Esos pedazos de metal acuñado, que
pasan y vuelven a pasar todos los días por las manos, todavía sucias de sudor y
de sangre; gastados por los dedos rapaces de los ladrones, de los comerciantes,
de los banqueros, de los intermediarios, de los avaros; esos redondos y
viscosos esputos de las casas de la moneda, que todo el mundo desea, busca,
roba, envidia, ama más que al amor y aun que la vida; esos asquerosos
pedacillos de materia historiada, que el asesino da al sicario, el usurero al
hambriento, el enemigo al traidor, el estafador al cohechador, el hereje al
simoníaco, el lujurioso a la mujer vendida y comprada; esos sucios y hediondos
vehículos del mal, que persuaden al hijo de matar a su padre, a la esposa a
traicionar a su esposo, al hermano a defraudar a su hermano, al pobre malo a
acuchillar al mal rico, al criado de engañar a su amo, al malandrín a despojar
al viajero, al pueblo a asaltar a otro pueblo; esos dineros, esos emblemas
materiales de la materia, son los objetos más espantosos de cuantos el hombre
fabrica. La moneda, que ha hecho morir a tantos cuerpos, hace morir todos los
días a miles de almas. Más contagiosa que los harapos de un apestado, que el
pus de una pústula, que las inmundicias de una cloaca, entra en todas las
casas, brilla en los mostradores de los cambistas, se amontona en las cajas,
profana la almohada del sueño, se esconde en las tinieblas fétidas de los
escondrijos, ensucia las manos inocentes de los niños, tienta a las vírgenes,
paga el trabajo del verdugo, circula a la faz del mundo para encender el odio,
para atizar la codicia, para acelerar la corrupción y la muerte.

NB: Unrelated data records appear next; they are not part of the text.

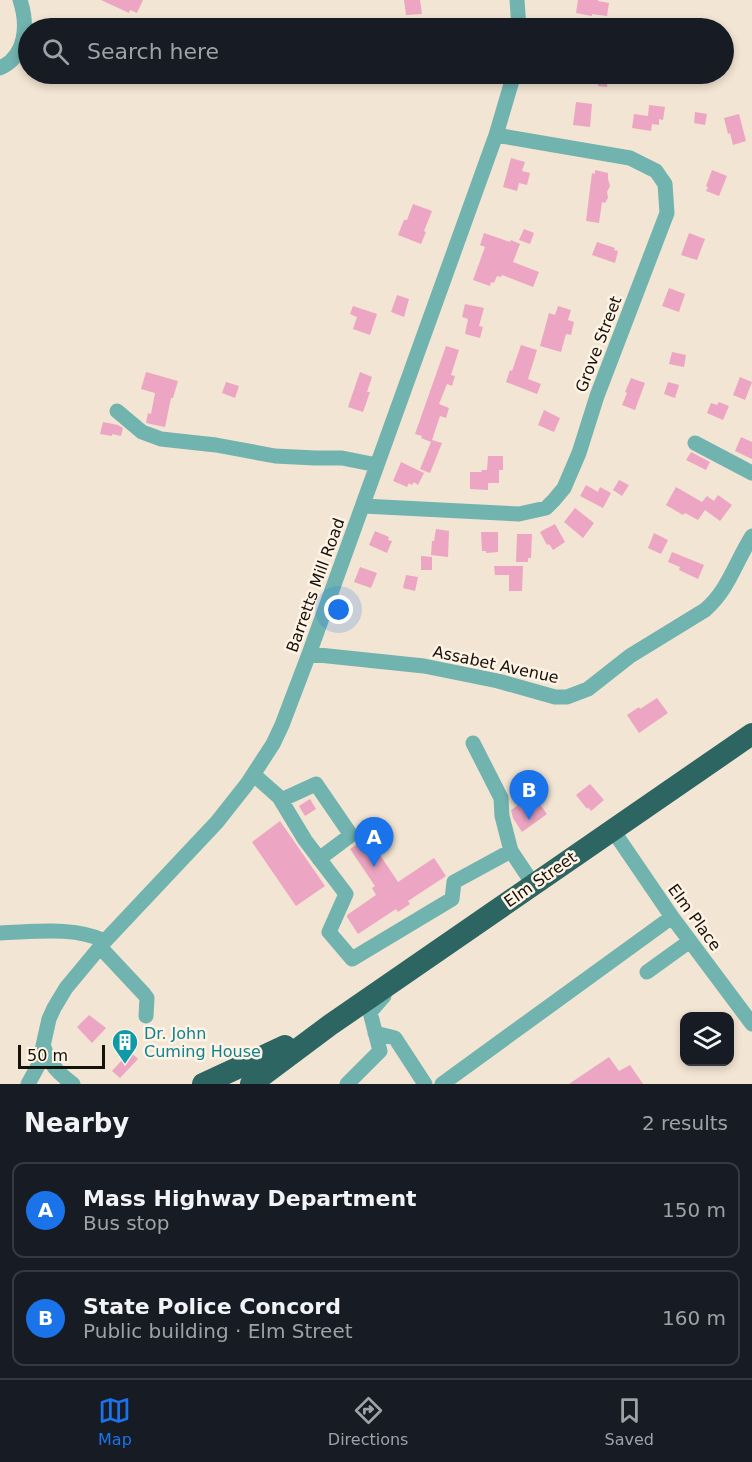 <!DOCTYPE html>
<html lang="en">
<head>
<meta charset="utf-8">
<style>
  body { margin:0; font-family:"DejaVu Sans",sans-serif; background:#20242c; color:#f1f3f6 }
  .controls { position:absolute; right:18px; bottom:18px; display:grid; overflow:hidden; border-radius:12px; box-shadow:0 3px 9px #0003 }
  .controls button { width:54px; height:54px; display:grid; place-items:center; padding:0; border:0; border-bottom:2px solid #363941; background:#171b24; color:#f1f3f6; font:30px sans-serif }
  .scale { position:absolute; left:18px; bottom:15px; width:87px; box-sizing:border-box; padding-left:6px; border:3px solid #15110b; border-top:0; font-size:16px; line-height:21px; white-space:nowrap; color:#15110b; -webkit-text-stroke:4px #fef3e4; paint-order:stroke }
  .you { position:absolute; left:339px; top:610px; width:21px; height:21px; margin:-15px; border:4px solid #fff; border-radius:50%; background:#1a73e8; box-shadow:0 0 0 9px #1a73e833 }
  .badge { display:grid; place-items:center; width:39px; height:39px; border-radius:50%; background:#1a73e8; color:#fff; font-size:20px; font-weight:700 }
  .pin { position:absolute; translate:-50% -50px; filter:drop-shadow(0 2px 3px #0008) }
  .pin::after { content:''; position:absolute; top:32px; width:21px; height:18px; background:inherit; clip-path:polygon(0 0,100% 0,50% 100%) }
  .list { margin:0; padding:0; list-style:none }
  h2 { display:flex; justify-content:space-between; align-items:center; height:78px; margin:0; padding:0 24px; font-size:26px }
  h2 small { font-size:20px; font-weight:400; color:#9ea1a6 }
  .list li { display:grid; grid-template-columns:39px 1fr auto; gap:18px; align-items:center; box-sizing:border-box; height:96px; margin:0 12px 12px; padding:0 12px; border:2px solid #363941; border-radius:12px }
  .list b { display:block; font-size:22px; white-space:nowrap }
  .list p { margin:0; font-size:20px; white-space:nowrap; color:#9ea1a6 }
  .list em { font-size:20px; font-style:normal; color:#9ea1a6 }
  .icon { flex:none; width:33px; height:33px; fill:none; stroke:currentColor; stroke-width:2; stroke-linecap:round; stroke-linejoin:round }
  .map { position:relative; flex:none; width:752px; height:1084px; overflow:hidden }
  .search { position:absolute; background:#171b24; box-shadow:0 3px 9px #0003; left:18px; right:18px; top:18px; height:66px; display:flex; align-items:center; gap:15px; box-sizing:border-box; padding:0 21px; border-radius:33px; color:#9ea1a6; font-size:22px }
  .sheet { height:294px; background:#171b24 }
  nav { display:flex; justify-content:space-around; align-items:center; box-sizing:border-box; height:84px; border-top:2px solid #363941; background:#171b24; font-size:16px; color:#9ea1a6 }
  nav a { display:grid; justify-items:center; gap:3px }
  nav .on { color:#1a73e8 }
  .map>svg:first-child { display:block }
  .building { fill:#eca5c2 }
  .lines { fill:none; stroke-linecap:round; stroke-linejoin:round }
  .minor { stroke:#71b3af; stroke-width:15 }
  .highway { stroke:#2c6562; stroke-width:22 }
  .labels { text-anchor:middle; stroke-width:5; stroke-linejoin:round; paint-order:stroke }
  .street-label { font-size:16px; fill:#15110b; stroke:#fef3e4 }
  .culture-label { font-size:16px; fill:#0d838f; stroke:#fef3e4; text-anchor:start }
</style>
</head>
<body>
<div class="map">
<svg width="752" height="1084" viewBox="0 0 752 1084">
  <rect width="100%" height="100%" fill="#f3e5d3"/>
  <!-- building -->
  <path class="building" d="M101 0H143L137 13 130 10 129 13Z
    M404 0H420L422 14 406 15Z
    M578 0H598V1L609 3 607 16 592 14V16L576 13Z
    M599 74H608L607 87 598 86Z
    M576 102 592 104 590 127 573 125Z
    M649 105 665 107 663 120 659 119V125L652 124 651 131 632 128 634 114 648 116Z
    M695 112 707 114 705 125 694 123Z
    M739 114 746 141 733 145 730 133 728 134 724 118Z
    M511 158 525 162 522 171 530 173 527 185 519 183 517 191 503 187Z
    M595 170 608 173V179L610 186 607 192 608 198 605 203 602 202 599 223 586 221 592 173 595 174Z
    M712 170 727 176 719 196 706 191 708 187 706 186Z
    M413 204 432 211 424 231 426 232 421 244 398 235 404 220H407Z
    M524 229 534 233 530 244 519 240Z
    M484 233 510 242 511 240 520 244 513 262 539 272 533 287 502 275 501 277 497 276 494 283 491 282 490 286 473 280 485 247 480 245Z
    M689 233 705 239 697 260 681 255Z
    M597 242 615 248 614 250 618 251 615 263 592 255Z
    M669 288 685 294 679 312 662 306Z
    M397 295 409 299 404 317 391 312Z
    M465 304 484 308 479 326 483 327 480 338 465 334 468 319 462 317Z
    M353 306 377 314 370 335 353 329 357 317 350 314Z
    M558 306 571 310 568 320 574 322 571 335 566 334 561 352 540 346 549 313 555 315Z
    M521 345 537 350 528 379 541 384 537 394 506 382 510 370 512 371Z
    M446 346 459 350 451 375 455 376 452 386 447 384 439 404 449 408 446 418 440 416 432 440 442 443 430 473 420 469 431 442 421 438 422 436 415 434Z
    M672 352 686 355 684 367 669 364Z
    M146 372 178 381 173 398H171L165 427 146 423 148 413 151 414 155 393 141 389Z
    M360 372 372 377 367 392H370L363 412 348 407Z
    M740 377 752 382 745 400 733 395Z
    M631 378 645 383 635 410 622 405 627 393 625 392Z
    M226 382 239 386 235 398 222 393Z
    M668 382 679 385 675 398 664 394Z
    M719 402 729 406 723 420 707 413 711 403 717 405Z
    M544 410 560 418 554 432 538 425Z
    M103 422 118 425 123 428 121 436 112 434V436L100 434Z
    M741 437 752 442V459L735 451Z
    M691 452 710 462 706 470 686 460Z
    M488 456H503V470H499V483H488V490L470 489V472H482L481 470H487Z
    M401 462 424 473 418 485 414 482 412 485 409 483 407 487 393 481Z
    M619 480 629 485 622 496 613 490Z
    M586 485 598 492 600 487 611 493 603 508 580 496Z
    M676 487 702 502 707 496 714 501 718 495 732 505 720 521 705 510 698 520 685 513 683 515 666 505Z
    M575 508 594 523 583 538 564 522Z
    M555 524 565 542 553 550 549 544 547 545 540 532Z
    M436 529 449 531 448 557 431 555 432 541H434Z
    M375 531 389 537 388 540 392 541 387 553 369 545Z
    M481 532H498V552L486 553V551H482Z
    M654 533 668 540 661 554 648 548Z
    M517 534H532L531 558H528V562H516Z
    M672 552 704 565 698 579 679 570 680 567 668 562Z
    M421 556 432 557V570H421Z
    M494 566H523L522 591H509V575H495Z
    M360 567 377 573 371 588 354 582Z
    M406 575 418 577 415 591 403 588Z
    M657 698 668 713 639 733 627 715 639 707 640 709Z
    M590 784 604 800 591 811 588 807 587 809 576 795Z
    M533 795 547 814 522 832 513 818 511 810Z
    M310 799 316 809 305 816 299 806Z
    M280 821 325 886 296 906 252 842Z
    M368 837 398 882 434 858 446 876 408 901 410 904 398 912 396 909 358 934 347 917V915L376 895 372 888 375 886 350 849Z
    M89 1015 106 1028 92 1043 77 1027Z
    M122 1044 138 1059 120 1078 112 1071 123 1059 115 1051Z
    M609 1057 619 1071 630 1065 643 1084H569Z"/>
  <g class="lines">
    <!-- minor -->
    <path class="minor" d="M517 0 519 28
      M0 68C27 56 28 24 20 0
      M117 411 142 432 161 439 216 445 275 456 315 458H342L377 465
      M695 443 752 473
      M363 506 519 514 546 508 554 500 564 488 579 453 597 396 667 213 665 184 656 171 630 158 496 135
      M309 654 424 666 498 681 555 697H567L588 689 630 656 705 610C729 589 735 563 752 536
      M473 743 501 798 502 816 511 851
      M254 775 279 797 305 840 346 894 329 932 352 959 452 899 454 882 511 851 533 884
      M281 800 316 784 351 835 319 859
      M612 829 672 917 752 1024
      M0 933C34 932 74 926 105 941
      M100 947 144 994 147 998 146 1016
      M647 972 690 941
      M375 1033 395 1038 425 1084
      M44 1047C49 1064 59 1074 73 1084
      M28 1084 39 1064 49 1019 54 1008 66 988 105 941 217 822 247 784 273 744 282 725 309 654 496 135 514 74
      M347 1084 380 1051 370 1012 384 996
      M442 1084 672 917"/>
    <!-- highway -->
    <path class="highway" d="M203 1084 285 1046
      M251 1084 330 1025 752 734"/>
  </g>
  <!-- icons -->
  <defs>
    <g id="building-pin" transform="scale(1.35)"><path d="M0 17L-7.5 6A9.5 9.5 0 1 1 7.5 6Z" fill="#0f9aa8" stroke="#fef3e4"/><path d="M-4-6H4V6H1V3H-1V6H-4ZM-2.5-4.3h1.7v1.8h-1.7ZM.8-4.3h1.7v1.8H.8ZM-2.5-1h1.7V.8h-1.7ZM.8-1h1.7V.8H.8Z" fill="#fff"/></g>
  </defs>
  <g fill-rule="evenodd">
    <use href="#building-pin" x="125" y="1042"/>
  </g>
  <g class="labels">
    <!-- street labels -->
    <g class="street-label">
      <text transform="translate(598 344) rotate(-69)" y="6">Grove Street</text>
      <text transform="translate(315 585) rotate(-70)" y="6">Barretts Mill Road</text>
      <text transform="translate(496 664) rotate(12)" y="6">Assabet Avenue</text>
      <text transform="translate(540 879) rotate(-35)" y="6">Elm Street</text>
      <text transform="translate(695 917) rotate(54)" y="6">Elm Place</text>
    </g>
    <!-- culture labels -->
    <g class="culture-label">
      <text x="144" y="1039">Dr. John<tspan x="144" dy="18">Cuming House</tspan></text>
    </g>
  </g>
</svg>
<div class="controls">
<button><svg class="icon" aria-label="layers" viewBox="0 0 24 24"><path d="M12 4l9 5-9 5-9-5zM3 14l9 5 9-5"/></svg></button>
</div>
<div class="scale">50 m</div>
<div class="you"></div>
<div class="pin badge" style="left:374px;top:867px">A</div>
<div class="pin badge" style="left:529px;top:820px">B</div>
<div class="search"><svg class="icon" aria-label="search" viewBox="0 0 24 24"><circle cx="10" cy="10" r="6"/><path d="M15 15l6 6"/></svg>Search here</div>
</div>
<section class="sheet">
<h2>Nearby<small>2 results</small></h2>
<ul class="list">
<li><span class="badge">A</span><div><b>Mass Highway Department</b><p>Bus stop</p></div><em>150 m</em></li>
<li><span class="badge">B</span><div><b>State Police Concord</b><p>Public building · Elm Street</p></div><em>160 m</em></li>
</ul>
</section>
<nav>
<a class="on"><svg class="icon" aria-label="map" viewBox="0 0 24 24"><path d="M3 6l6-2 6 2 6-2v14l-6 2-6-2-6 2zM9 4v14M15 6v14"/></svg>Map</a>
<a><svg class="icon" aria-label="directions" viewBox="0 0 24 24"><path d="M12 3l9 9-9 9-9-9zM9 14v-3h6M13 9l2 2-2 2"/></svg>Directions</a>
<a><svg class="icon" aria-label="saved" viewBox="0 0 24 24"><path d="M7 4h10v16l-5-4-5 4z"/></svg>Saved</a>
</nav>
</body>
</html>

El pan, santo ya en la mesa familiar,
se convierte en la mesa del altar en el cuerpo inmortal de Cristo. También la
moneda es el signo visible de una transubstanciación. Es la hostia infame del
Demonio. Los dineros son los excrementos corruptibles del Demonio. El que pone
su corazón en el dinero y lo recibe con afán, comulga visiblemente con el
Demonio. Quien toca el dinero con voluptuosidad, toca, sin saberlo, el
estiércol del Demonio.
El puro no puede tocarlo; el santo no
puede soportarlo. Saben con indudable certeza cuál es su repugnante esencia. Y
sienten hacia la moneda el mismo horror que el rico hacia la miseria (Giovanni Papini, Historia de Cristo).